U.S. Supreme Court Says Do-Not-Call List Constitutional

The U.S. Supreme Court yesterday let stand a lower-court ruling that telemarketer’s rights to free speech are not violated by the national Do-Not-Call registry, upholding the popular list as constitutional.

In making their ruling, the judges rejected an appeal by commercial telemarketers including the American Teleservices Association, Mainstream Marketing Services, Inc. and TMG Marketing, Inc.

More than 64 million have signed up to be on the registry, which took effect Oct. 1, 2003.

Last fall, the legality of the list came into question when a district judge ruled that it was unconstitutional on free-speech grounds because it applied to calls from businesses but not charities. After months of legal wrangling, in February a federal appeals court ruled that the Do-Not-Call registry was constitutional. The U.S. Supreme Court was then petitioned to review the constitutionality of the registry.

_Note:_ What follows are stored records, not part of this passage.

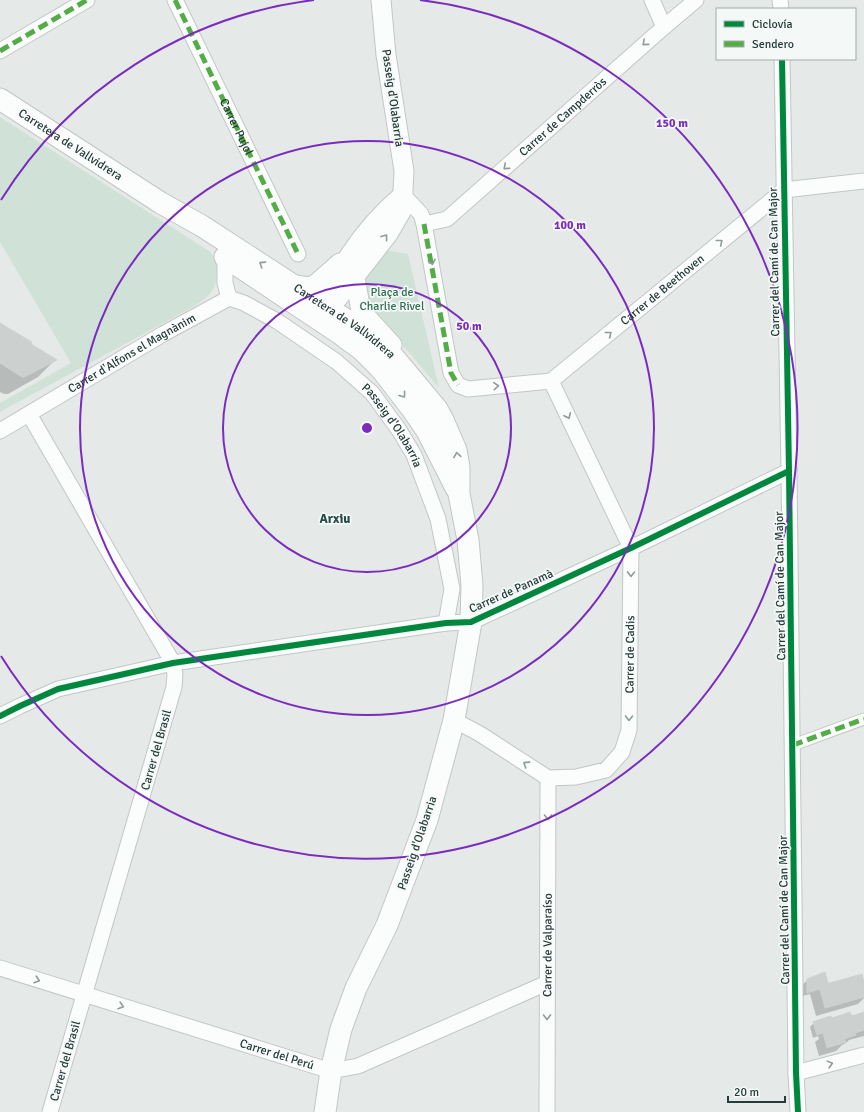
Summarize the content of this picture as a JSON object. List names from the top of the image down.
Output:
{
  "streets": {
    "main road": ["Passeig d'Olabarria", "Carretera de Vallvidrera"],
    "street": [
      "Carrer de Campderròs",
      "Carrer Pujol",
      "Carrer del Camí de Can Major",
      "Carrer de Beethoven",
      "Carrer d'Alfons el Magnànim",
      "Carrer de Panamà",
      "Carrer de Cadis",
      "Carrer del Brasil",
      "Carrer de Valparaíso",
      "Carrer del Perú"
    ]
  },
  "crossings": [
    ["Passeig d'Olabarria", "Carretera de Vallvidrera"],
    ["Passeig d'Olabarria", "Carrer d'Alfons el Magnànim"],
    ["Passeig d'Olabarria", "Carrer de Panamà"],
    ["Passeig d'Olabarria", "Carrer del Perú"],
    ["Carrer del Camí de Can Major", "Carrer de Beethoven"],
    ["Carrer del Camí de Can Major", "Carrer de Panamà"],
    ["Carrer de Beethoven", "Carrer de Cadis"],
    ["Carrer d'Alfons el Magnànim", "Carrer del Brasil"],
    ["Carrer de Panamà", "Carrer de Cadis"],
    ["Carrer de Panamà", "Carrer del Brasil"],
    ["Carrer de Cadis", "Carrer de Valparaíso"],
    ["Carrer del Brasil", "Carrer del Perú"],
    ["Carrer de Valparaíso", "Carrer del Perú"]
  ],
  "one_way": [
    "Carrer de Campderròs",
    "Carrer de Beethoven",
    "Carrer de Cadis",
    "Carrer de Valparaíso",
    "Carrer del Perú"
  ],
  "districts": ["Arxiu"],
  "parks": ["Plaça de Charlie Rivel"],
  "legend": ["Ciclovía", "Sendero"],
  "scale_bar": "20 m",
  "rings": ["150 m", "100 m", "50 m"]
}
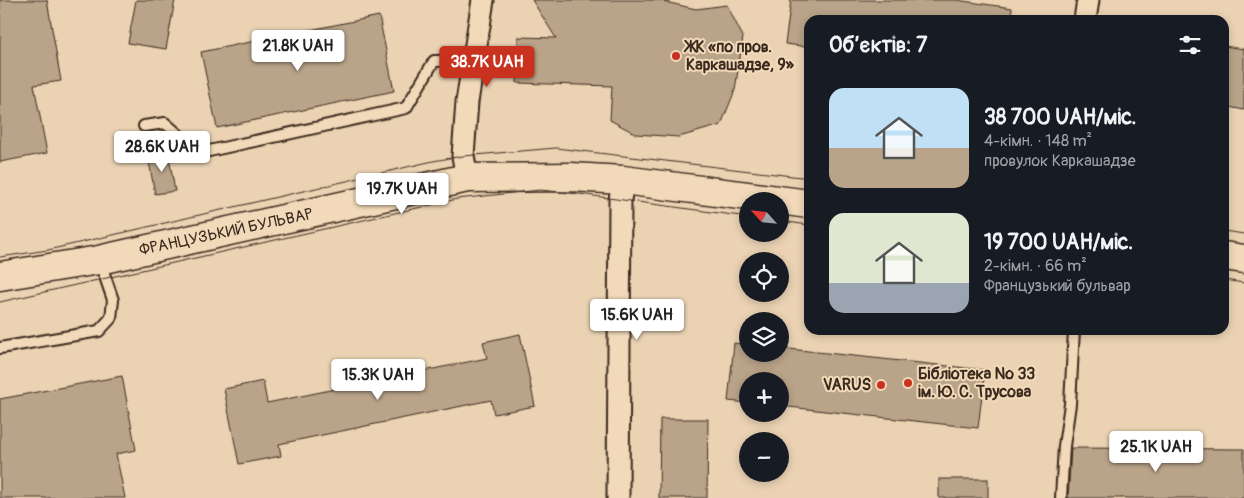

“I am pleased that the Supreme Court has let stand the Tenth Circuit Court of Appeals’ ruling upholding the constitutionality of the national Do-Not-Call registry. The Tenth Circuit held that the national registry, which gives consumers the choice to control the volume of telemarketing calls coming into their homes, is fully consistent with the Constitution’s First Amendment,” FTC Chairman Deborah Platt Majoras said yesterday in a statement.

The FTC maintains and enforces the registry.